───── The data
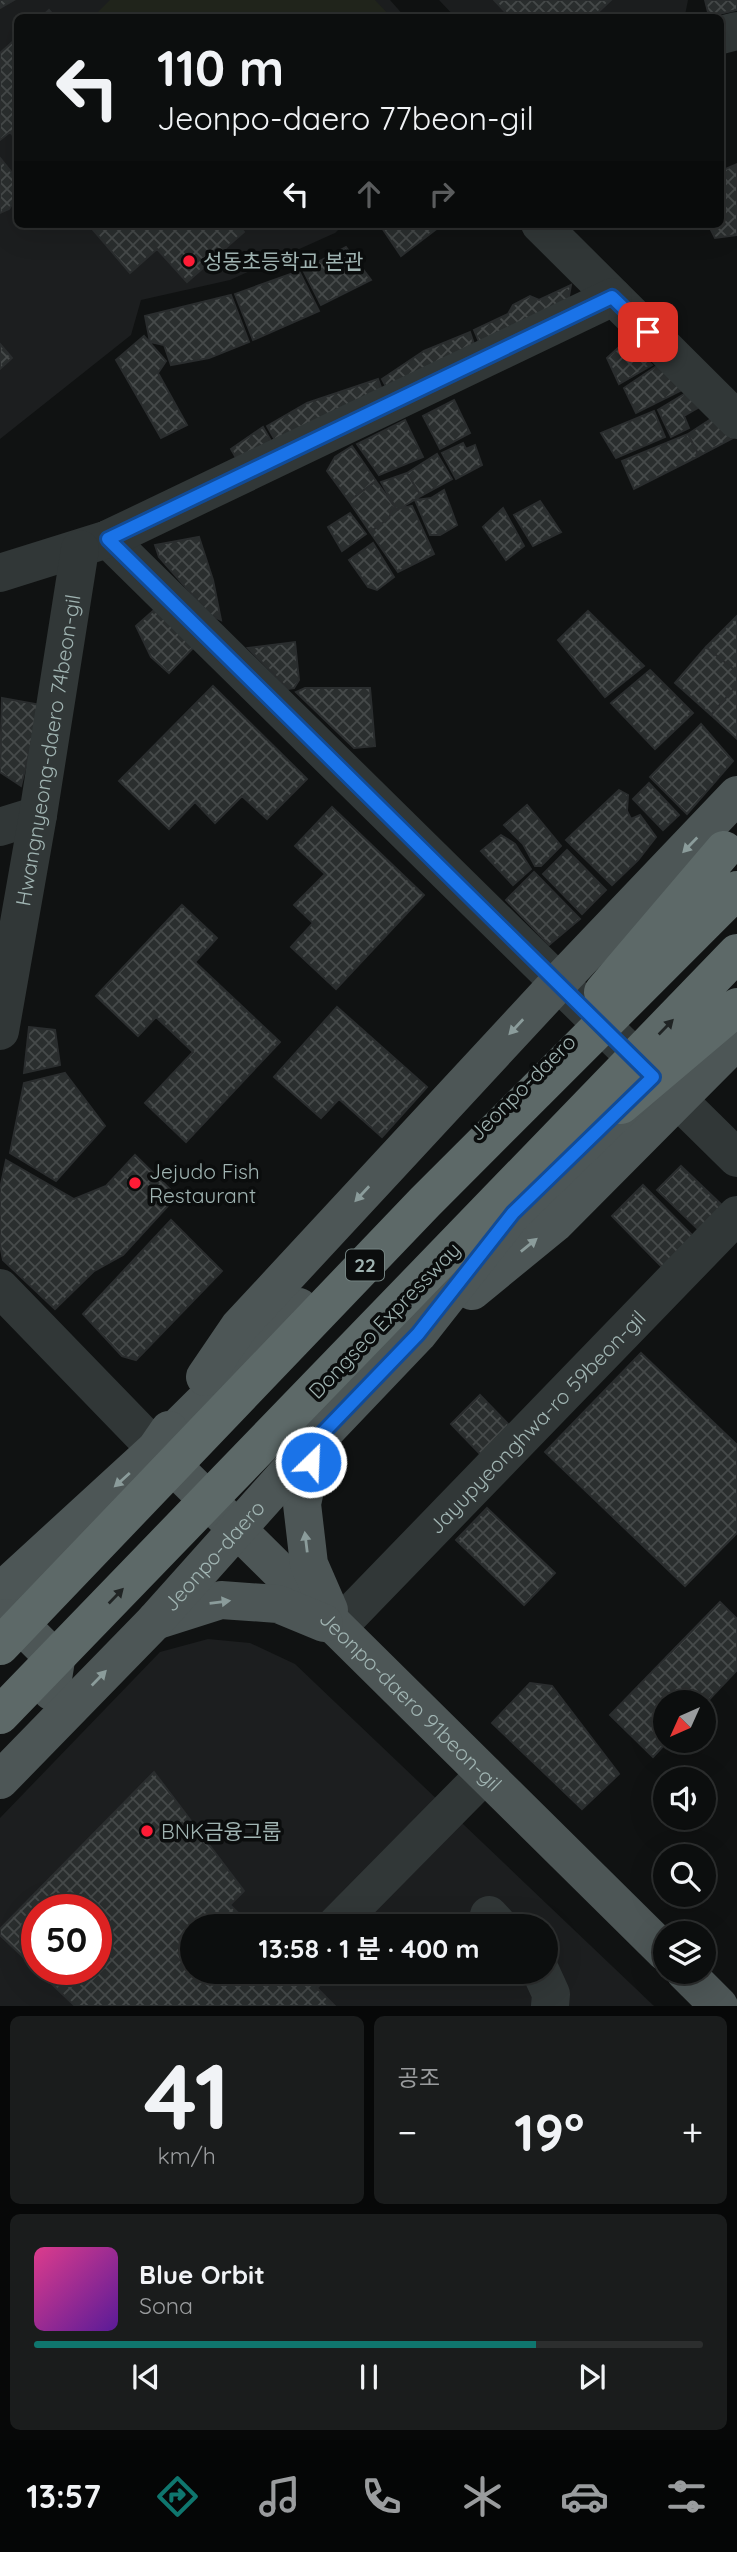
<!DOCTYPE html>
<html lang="ko">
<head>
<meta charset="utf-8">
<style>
  body { margin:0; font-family:Quicksand,"Noto Sans KR",sans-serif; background:#1a1c1c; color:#f1f3f6; height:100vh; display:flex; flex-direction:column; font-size:26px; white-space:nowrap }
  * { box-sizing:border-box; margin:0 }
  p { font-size:23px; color:#9a9c9e }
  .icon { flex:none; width:38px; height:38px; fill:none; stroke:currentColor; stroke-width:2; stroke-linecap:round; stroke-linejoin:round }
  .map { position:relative; height:2006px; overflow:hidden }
  .drawer { display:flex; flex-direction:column; gap:10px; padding:10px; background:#070808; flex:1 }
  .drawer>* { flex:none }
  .guide { position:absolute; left:14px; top:14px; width:710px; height:214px; border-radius:10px; box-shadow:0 7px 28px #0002,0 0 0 2px #2c2e2e; background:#0c0e0e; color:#f1f3f6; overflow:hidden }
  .needle { width:46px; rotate:225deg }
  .tools { position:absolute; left:653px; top:1690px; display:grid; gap:14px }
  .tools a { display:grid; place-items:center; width:63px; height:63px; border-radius:50%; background:#0c0e0e; box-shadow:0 7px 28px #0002,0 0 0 2px #2c2e2e; font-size:35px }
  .speed { position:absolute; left:21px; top:1894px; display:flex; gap:14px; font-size:35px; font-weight:700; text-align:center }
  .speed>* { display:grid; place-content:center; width:91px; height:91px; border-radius:50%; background:#0c0e0e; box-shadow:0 7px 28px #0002,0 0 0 2px #2c2e2e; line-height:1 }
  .speed .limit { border:10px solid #d22; background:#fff; color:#111 }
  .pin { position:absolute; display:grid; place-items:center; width:60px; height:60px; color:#fff; margin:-30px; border-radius:14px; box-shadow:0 4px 10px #0006 }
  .me { position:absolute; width:77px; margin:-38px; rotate:24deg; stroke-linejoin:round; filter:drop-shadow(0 0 5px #0008) }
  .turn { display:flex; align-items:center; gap:24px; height:147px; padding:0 28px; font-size:32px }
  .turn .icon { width:91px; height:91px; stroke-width:2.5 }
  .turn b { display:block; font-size:49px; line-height:60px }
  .lanes { display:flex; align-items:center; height:66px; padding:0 28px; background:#0003; justify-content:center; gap:35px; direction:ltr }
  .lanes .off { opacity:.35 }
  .big { font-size:52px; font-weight:700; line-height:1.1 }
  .drawer .tile { flex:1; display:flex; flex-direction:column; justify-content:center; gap:10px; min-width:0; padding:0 24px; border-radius:10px; background:#1a1c1c }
  .drawer .dial { align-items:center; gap:0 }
  .dial b { font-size:91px; line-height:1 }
  .song { display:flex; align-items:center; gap:21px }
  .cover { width:84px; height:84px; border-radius:10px; background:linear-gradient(135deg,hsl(330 70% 55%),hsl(270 70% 35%)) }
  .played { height:7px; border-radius:4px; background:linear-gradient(90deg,#0f766e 75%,#2c2e2e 75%) }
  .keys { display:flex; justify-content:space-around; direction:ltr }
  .heat { display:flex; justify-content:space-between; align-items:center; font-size:38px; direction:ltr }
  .drawer .tiles { flex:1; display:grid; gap:10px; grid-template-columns:1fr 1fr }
  .tile:last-child { grid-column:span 2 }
  .trip { position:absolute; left:180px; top:1914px; width:378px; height:70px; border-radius:35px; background:#0c0e0e; box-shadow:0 7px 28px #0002,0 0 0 2px #2c2e2e; font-weight:700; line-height:70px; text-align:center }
  .tab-bar { display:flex; height:112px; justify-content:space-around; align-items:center; background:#050606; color:#9a9c9e }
  .tab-bar .icon { width:49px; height:49px }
  .tab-bar .active { color:#0f766e }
  .tab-bar b { font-size:32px; color:#f1f3f6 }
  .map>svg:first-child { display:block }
  .built { fill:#1c1e1f; fill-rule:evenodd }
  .grass { fill:#21251c }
  .building { fill:url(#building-cross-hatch); stroke:#2a2d2e; stroke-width:2; fill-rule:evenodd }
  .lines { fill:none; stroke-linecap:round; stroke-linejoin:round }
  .minor { stroke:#313737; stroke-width:38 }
  .major { stroke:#4d5656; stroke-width:38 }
  .highway-bridge { stroke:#5d6968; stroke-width:38 }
  .oneway { fill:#8b9c9b }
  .oneway2 { fill:#202424 }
  .route-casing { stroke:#114b97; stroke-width:18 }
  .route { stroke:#1a73e8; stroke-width:12 }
  .poi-dot { fill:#fe1c36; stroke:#0b0d0d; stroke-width:2.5 }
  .labels { text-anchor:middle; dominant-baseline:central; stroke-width:7; stroke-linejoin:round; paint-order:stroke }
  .shield { fill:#0b0d0d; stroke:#738280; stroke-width:2 }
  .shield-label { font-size:19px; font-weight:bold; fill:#a0b4b2 }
  .poi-label { font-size:21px; fill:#a0b4b2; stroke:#0b0d0d; text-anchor:start }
  .street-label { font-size:21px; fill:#a0b4b2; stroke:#0b0d0d }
</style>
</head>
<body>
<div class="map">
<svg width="737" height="2006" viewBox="0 0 737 2006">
  <defs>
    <pattern id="building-cross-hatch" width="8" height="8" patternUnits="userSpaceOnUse" patternTransform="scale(1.75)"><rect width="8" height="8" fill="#2a2e2e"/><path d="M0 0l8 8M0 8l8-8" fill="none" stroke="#464a4a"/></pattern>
  </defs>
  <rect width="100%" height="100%" fill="#101212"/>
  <path class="built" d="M0,0H390L405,17L18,18V224H344L335,233L230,280L141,300L131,335L0,439Z
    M439,0H688L685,15L679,18L455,17Z
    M208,1639L250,1643L295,1664L654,2006H0V1818L160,1652ZM37,1909H96V1969H37ZM192,1927H546V1972H192Z"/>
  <path class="grass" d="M110,0H375L391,17H97L95,15Z"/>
  <path class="building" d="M0,0H14L0,8Z
    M494,0H611L592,18H511Z
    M705,0H737V10L709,16Z
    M49,10L56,18H40Z
    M18,37V141L10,132L0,140V53Z
    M0,158L13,174L18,189V196L9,209L0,213Z
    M737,164V235L715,238L708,224H721V171Z
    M88,224H237L244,232L187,282L157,249L130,273Z
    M387,224H443L401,256L382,228Z
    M346,247L371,280L321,305L303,270Z
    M299,271L319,311L253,340L235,294Z
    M571,285L567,307L482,349L474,330L508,314L513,305L530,296L539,300Z
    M231,295L249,342L209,358L171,365L164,345L150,342L145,316Z
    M470,332L477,353L390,394L382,379L424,351Z
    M144,336L166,361L158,373L187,425L161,438L116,360Z
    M627,340L652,365L619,384L607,358Z
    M0,344L12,358L0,369Z
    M658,365L682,390L636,413L624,388Z
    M378,379L385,398L279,447L267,426L307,403Z
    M686,393L701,406L684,416L689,428L671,437L658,410Z
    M454,400L470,433L440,449L423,416Z
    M654,411L665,437L616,458L601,433Z
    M717,415L735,437L699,456L688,434Z
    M405,420L423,457L379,475L357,444Z
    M263,427L274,446L240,465L231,449Z
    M688,434L699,456L634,489L622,461Z
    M463,443L466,449L475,445L482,465L456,479L442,453Z
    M352,446L376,481L349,501L327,471L335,457Z
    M437,454L452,479L421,496L407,473Z
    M407,473L421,496L397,510L381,482Z
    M376,481L397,510H392L389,518L370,532L349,501Z
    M444,490L457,525L440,535H430L415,500L431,498Z
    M540,501L561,532L533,546L514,515Z
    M412,506L434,554L398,572L370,532L389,518L392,510Z
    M503,508L524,546L506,560L483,527Z
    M350,513L366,534L342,551L328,527Z
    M199,537L213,580L221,620L210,615L159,557L155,545Z
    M373,543L394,577L377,590L368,587L349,560Z
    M154,610L195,646L169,673L151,657L136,626Z
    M588,611L644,666L605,697L558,640Z
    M737,616V672L706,647Z
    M295,642L299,680L294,688L288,689L248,648Z
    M706,647L737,672V685L711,715L675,683Z
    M650,670L693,713L655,749L611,703Z
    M737,685V739L711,715Z
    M213,686L307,779L267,819L242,796L215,823L195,802L169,829L119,781Z
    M305,688H370L375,746L354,748L296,692Z
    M2,698L41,705L21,786L0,772Z
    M701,724L733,761L687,814L650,777Z
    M649,783L679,815L663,830L633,799Z
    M619,790L628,795L627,811L631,819L640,815L656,837L638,860L612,885L566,840Z
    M527,805L561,846L541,866H535L523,844L504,825Z
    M332,807L424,895L336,989L291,947L313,923L294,905L325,874L295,846Z
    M501,835L515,844L531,869L513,885L481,851Z
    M567,850L606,890L582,914L543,874Z
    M534,872L580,919L549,945L506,900Z
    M182,905L217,938L195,962L280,1042L186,1142L145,1103L193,1052L156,1017L138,1036L96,996Z
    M337,1007L427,1087L382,1137L339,1099L321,1118L274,1077Z
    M29,1027L55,1030L60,1065L24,1073Z
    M65,1073L105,1126L56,1181L10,1153L24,1083Z
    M135,1155L177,1196L123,1255L94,1271L55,1309L3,1260L0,1244V1189L6,1160L74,1199L106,1186Z
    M681,1166L724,1207L701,1232L657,1190Z
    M643,1185L696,1239L665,1270L612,1216Z
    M171,1220L222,1271L136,1360L122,1356L83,1314Z
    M641,1353L737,1445V1533L685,1586L545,1452Z
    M480,1395L516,1432L486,1460L451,1424Z
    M487,1508L555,1573L524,1605L456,1540Z
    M720,1602L737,1619V1670L704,1705L665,1703V1741H668L653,1757L610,1715Z
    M530,1683L552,1686L619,1774L582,1809L492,1723Z
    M154,1772L244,1891L230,1905L253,1927H192V1972H309L321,1984L317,1988L335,2006H75L0,1935V1929ZM37,1909H96V1969H37Z"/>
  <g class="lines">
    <g class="minor">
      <path d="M721,35L737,31"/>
      <path d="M540,224L737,420"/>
      <path d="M108,539L737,1158"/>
      <path d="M0,573L108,539L613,297"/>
      <path d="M0,827L38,815"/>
      <path id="s1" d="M0,1031L38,815L80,549"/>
      <path d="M0,1288L156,1449"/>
      <path id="s2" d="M337,1628L737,1215"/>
      <path d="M489,1915L500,1927"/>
      <path d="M334,1927L485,1774"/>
      <path d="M541,1972L551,1994L550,2006"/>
    </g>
    <g class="major">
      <path d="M472,1291L555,1223L737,1040"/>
      <path id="s3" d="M299,1307L156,1449L665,1952"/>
      <path d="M205,1377L239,1327L558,983L737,795"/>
      <path d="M315,1442L302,1504L309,1564L329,1610"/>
      <path d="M0,1592L156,1449L169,1430"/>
      <path d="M0,1619L14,1618L56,1660L51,1691"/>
      <path d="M155,1621L221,1600L278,1604L324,1623"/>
      <path id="s4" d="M0,1780L155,1621L315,1442L418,1334L513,1213L646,1084"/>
      <path d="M685,1972L719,2006"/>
    </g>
    <path class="highway-bridge" d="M603,992L724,850
      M621,1105L737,1007
      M0,1646L425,1202L737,890
      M0,1715L737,953"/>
  </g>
  <defs><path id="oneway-solid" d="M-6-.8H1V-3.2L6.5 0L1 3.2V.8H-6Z" transform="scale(1.75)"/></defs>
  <g class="oneway">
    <use href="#oneway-solid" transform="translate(690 845) rotate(134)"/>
    <use href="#oneway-solid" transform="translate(516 1027) rotate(133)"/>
    <use href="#oneway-solid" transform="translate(362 1194) rotate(133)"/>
    <use href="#oneway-solid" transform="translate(529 1245) rotate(-39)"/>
    <use href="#oneway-solid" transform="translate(122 1480) rotate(138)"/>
    <use href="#oneway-solid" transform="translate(306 1542) rotate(-97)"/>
    <use href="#oneway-solid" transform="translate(220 1602) rotate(-7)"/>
    <use href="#oneway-solid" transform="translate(99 1678) rotate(-46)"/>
  </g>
  <g class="oneway2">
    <use href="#oneway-solid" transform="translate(666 1027) rotate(-46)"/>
    <use href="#oneway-solid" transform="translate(116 1596) rotate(-46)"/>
  </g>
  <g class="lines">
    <defs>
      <path id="route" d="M311,1462L315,1441L418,1334L513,1213L653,1077L108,539L612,297L648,332"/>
    </defs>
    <use href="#route" class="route-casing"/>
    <use href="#route" class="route"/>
  </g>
  <g class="poi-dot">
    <circle cx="189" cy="261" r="7"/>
    <circle cx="135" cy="1183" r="7"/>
    <circle cx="147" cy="1831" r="7"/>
  </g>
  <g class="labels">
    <rect class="shield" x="346" y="1249.5" width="38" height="31" rx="5"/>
    <g class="shield-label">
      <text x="365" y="1265">22</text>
    </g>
    <g class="poi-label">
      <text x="203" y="261">성동초등학교 본관</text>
      <text x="149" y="1171">Jejudo Fish<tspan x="149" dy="24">Restaurant</tspan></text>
      <text x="161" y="1831">BNK금융그룹</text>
    </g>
    <g class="street-label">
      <text stroke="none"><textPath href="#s1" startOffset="285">Hwangnyeong-daero 74beon-gil</textPath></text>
      <text transform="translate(522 1087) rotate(-45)">Jeonpo-daero</text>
      <text transform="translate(384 1320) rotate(-46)">Dongseo Expressway</text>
      <text stroke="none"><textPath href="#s2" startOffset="287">Jayupyeonghwa-ro 59beon-gil</textPath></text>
      <text stroke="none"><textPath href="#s4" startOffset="310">Jeonpo-daero</textPath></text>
      <text stroke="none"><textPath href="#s3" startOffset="560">Jeonpo-daero 91beon-gil</textPath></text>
    </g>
  </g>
</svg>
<div class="tools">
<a><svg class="needle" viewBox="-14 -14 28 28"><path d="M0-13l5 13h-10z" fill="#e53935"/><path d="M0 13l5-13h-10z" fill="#9a9c9e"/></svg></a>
<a><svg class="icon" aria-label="sound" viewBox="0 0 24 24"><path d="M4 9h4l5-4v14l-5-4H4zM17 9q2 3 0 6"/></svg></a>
<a><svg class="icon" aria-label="search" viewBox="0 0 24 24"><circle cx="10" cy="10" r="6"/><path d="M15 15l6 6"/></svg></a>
<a><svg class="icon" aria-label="layers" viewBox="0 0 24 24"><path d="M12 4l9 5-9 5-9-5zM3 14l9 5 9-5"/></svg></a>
</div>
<div class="speed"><div class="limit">50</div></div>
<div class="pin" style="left:648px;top:332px;background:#d93025"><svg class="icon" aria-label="arrive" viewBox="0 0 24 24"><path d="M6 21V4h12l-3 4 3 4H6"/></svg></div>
<svg class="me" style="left:311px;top:1462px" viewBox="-20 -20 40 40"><circle r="17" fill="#1a73e8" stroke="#fff" stroke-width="3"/><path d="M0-11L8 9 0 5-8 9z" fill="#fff"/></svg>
<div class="trip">13:58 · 1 분 · 400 m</div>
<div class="guide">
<div class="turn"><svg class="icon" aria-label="left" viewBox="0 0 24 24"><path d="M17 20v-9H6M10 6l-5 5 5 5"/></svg><div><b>110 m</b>Jeonpo-daero 77beon-gil</div></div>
<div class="lanes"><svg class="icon" aria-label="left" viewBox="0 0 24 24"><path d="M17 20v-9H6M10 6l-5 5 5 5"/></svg><svg class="icon off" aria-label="ahead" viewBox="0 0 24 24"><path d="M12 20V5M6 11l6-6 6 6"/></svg><svg class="icon off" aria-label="right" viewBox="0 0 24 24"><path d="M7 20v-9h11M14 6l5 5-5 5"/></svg></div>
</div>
</div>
<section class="drawer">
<div class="tiles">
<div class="tile dial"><b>41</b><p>km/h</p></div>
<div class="tile"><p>공조</p>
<div class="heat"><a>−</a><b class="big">19°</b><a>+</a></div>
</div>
<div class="tile">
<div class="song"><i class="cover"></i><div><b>Blue Orbit</b><p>Sona</p></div></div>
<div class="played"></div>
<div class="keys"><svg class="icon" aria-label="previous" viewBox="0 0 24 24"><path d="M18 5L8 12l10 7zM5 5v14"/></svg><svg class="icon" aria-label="pause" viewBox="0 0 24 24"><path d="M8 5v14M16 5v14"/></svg><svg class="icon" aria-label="next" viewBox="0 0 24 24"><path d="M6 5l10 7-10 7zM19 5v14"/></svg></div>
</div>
</div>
</section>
<nav class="tab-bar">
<b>13:57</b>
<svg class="icon active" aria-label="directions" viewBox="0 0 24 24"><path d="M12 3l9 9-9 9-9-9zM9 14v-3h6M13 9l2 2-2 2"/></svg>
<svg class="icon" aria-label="music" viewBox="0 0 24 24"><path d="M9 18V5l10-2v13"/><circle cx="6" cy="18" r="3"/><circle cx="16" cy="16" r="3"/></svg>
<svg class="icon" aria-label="phone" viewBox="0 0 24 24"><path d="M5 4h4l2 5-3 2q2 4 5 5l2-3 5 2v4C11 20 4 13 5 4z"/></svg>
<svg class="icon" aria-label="climate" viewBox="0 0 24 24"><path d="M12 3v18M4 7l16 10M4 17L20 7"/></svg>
<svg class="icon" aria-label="car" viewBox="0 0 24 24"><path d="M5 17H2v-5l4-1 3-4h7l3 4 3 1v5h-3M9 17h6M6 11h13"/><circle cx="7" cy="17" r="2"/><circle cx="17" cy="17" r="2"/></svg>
<svg class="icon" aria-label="filters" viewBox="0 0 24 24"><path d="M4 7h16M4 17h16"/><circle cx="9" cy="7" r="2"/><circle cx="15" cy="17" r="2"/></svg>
</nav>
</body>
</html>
──────────
**The problem:**
In the records above, find each line with the word "gradient" and copy it out.

**Exercise result:**
  .cover { width:84px; height:84px; border-radius:10px; background:linear-gradient(135deg,hsl(330 70% 55%),hsl(270 70% 35%)) }
  .played { height:7px; border-radius:4px; background:linear-gradient(90deg,#0f766e 75%,#2c2e2e 75%) }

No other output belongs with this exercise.